NO RIGHTS AS SHAREHOLDER PRIOR TO CONVERSION

For the avoidance of doubt, the Holder hereby acknowledges and agrees that it has not been conferred with any of the rights of a shareholder of the

Company, including the right to vote as such, by any of the provisions hereof or any right (a) to vote for the election of directors or upon any matter submitted
to shareholders at any meeting thereof, (b) to give or withhold consent to any corporate action (whether upon any recapitalization, issuance of shares,
reclassification of shares, change of par value, or change of shares to no par value, consolidation, merger, scheme of arrangement, conveyance, or otherwise),
(c) to receive notice of meetings or to receive in-kind dividends or subscription rights or otherwise, and that it will have no such rights until this Note will
have been converted in whole and all ADSs issuable upon the whole conversion hereof will have been issued, as provided for in this Note.

ARTICLE 9

NOTE TRANSFERS AND CANCELLATIONS

9.1.                            Register.

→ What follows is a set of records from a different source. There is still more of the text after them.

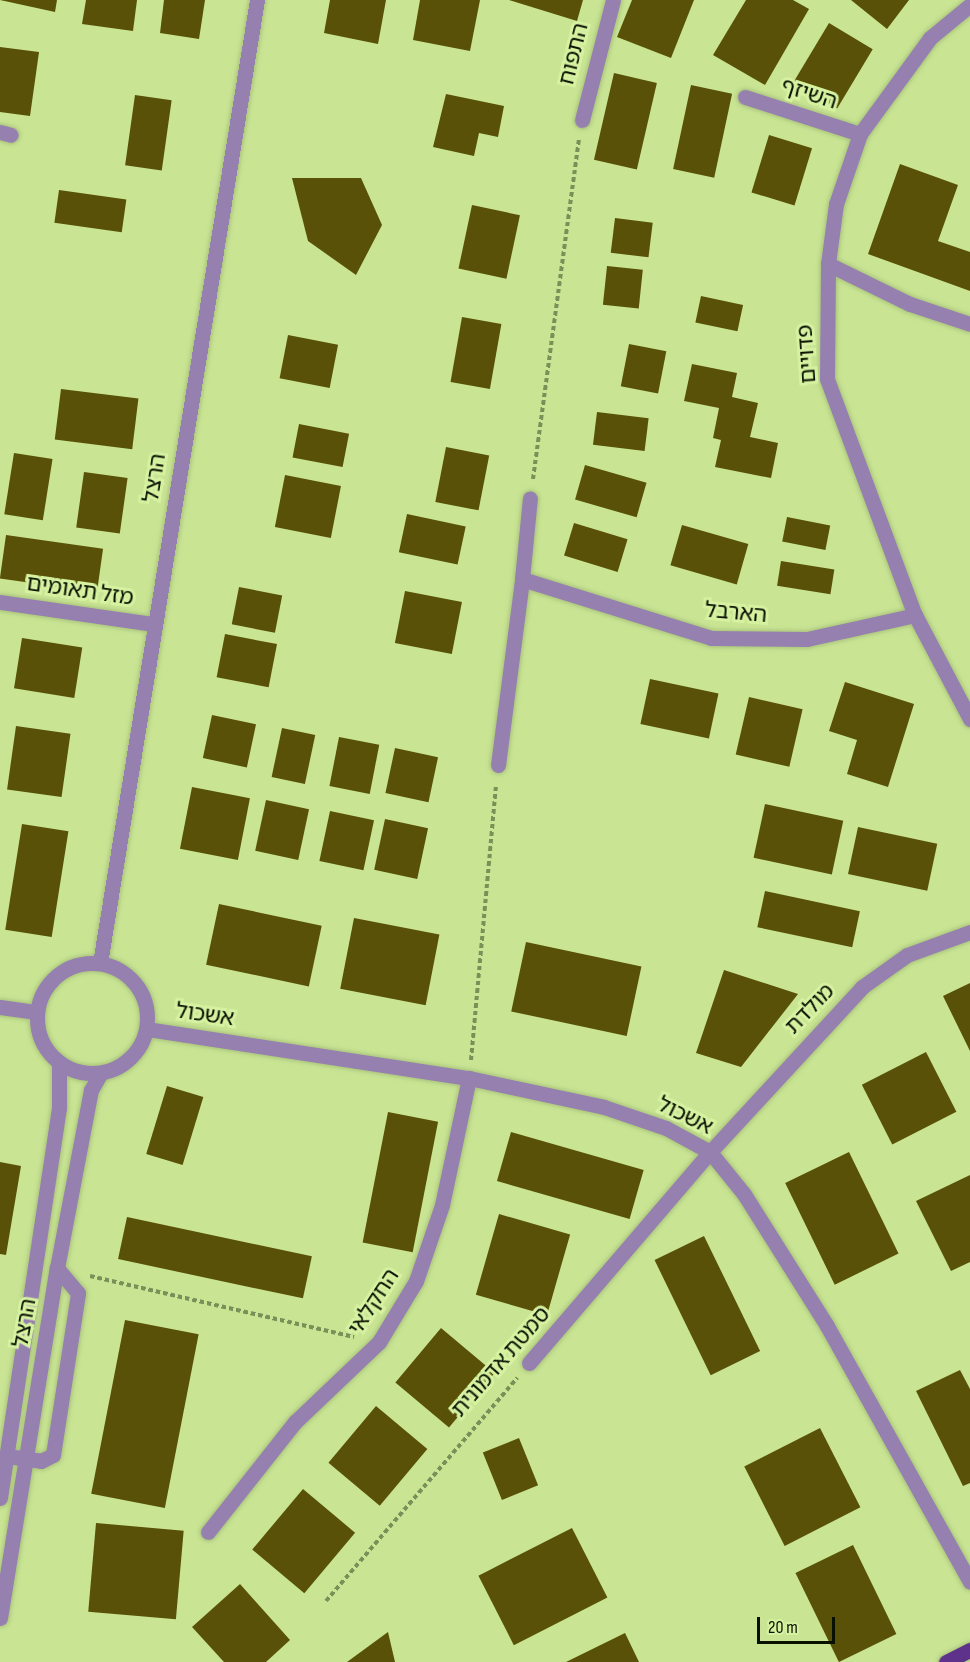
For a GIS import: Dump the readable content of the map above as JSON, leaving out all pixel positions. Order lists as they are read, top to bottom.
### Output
{
  "streets": {
    "street": [
      "התפוח",
      "השיזף",
      "פדויים",
      "הרצל",
      "מזל תאומים",
      "הארבל",
      "מולדת",
      "אשכול",
      "החקלאי",
      "סמטת אדמונית"
    ]
  },
  "crossings": [
    ["השיזף", "פדויים"],
    ["פדויים", "הארבל"],
    ["הרצל", "מזל תאומים"],
    ["הרצל", "אשכול"],
    ["מולדת", "אשכול"],
    ["מולדת", "סמטת אדמונית"],
    ["אשכול", "החקלאי"],
    ["אשכול", "סמטת אדמונית"]
  ],
  "scale_bar": "20 m"
}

The Company will maintain or cause to be maintained at its principal executive offices (or such other office or place designated by
the Company and notified to the Holders at least five Business Days prior to the effective date of such designation), a register (the “Register”) for this Note in
which the Company (or an agent designated by the Company and notified to the Holders at least five Business Days prior to the effective date of such
designation) will act as registar (the “Registrar”). The Registrar will maintain and keep the Register open for recording during business hours on Business
Days and record in the Register the name and address of the Holder in whose name this Note has been issued (including the name and address of each
transferee) and the outstanding principal amount of the Note held by such Holder.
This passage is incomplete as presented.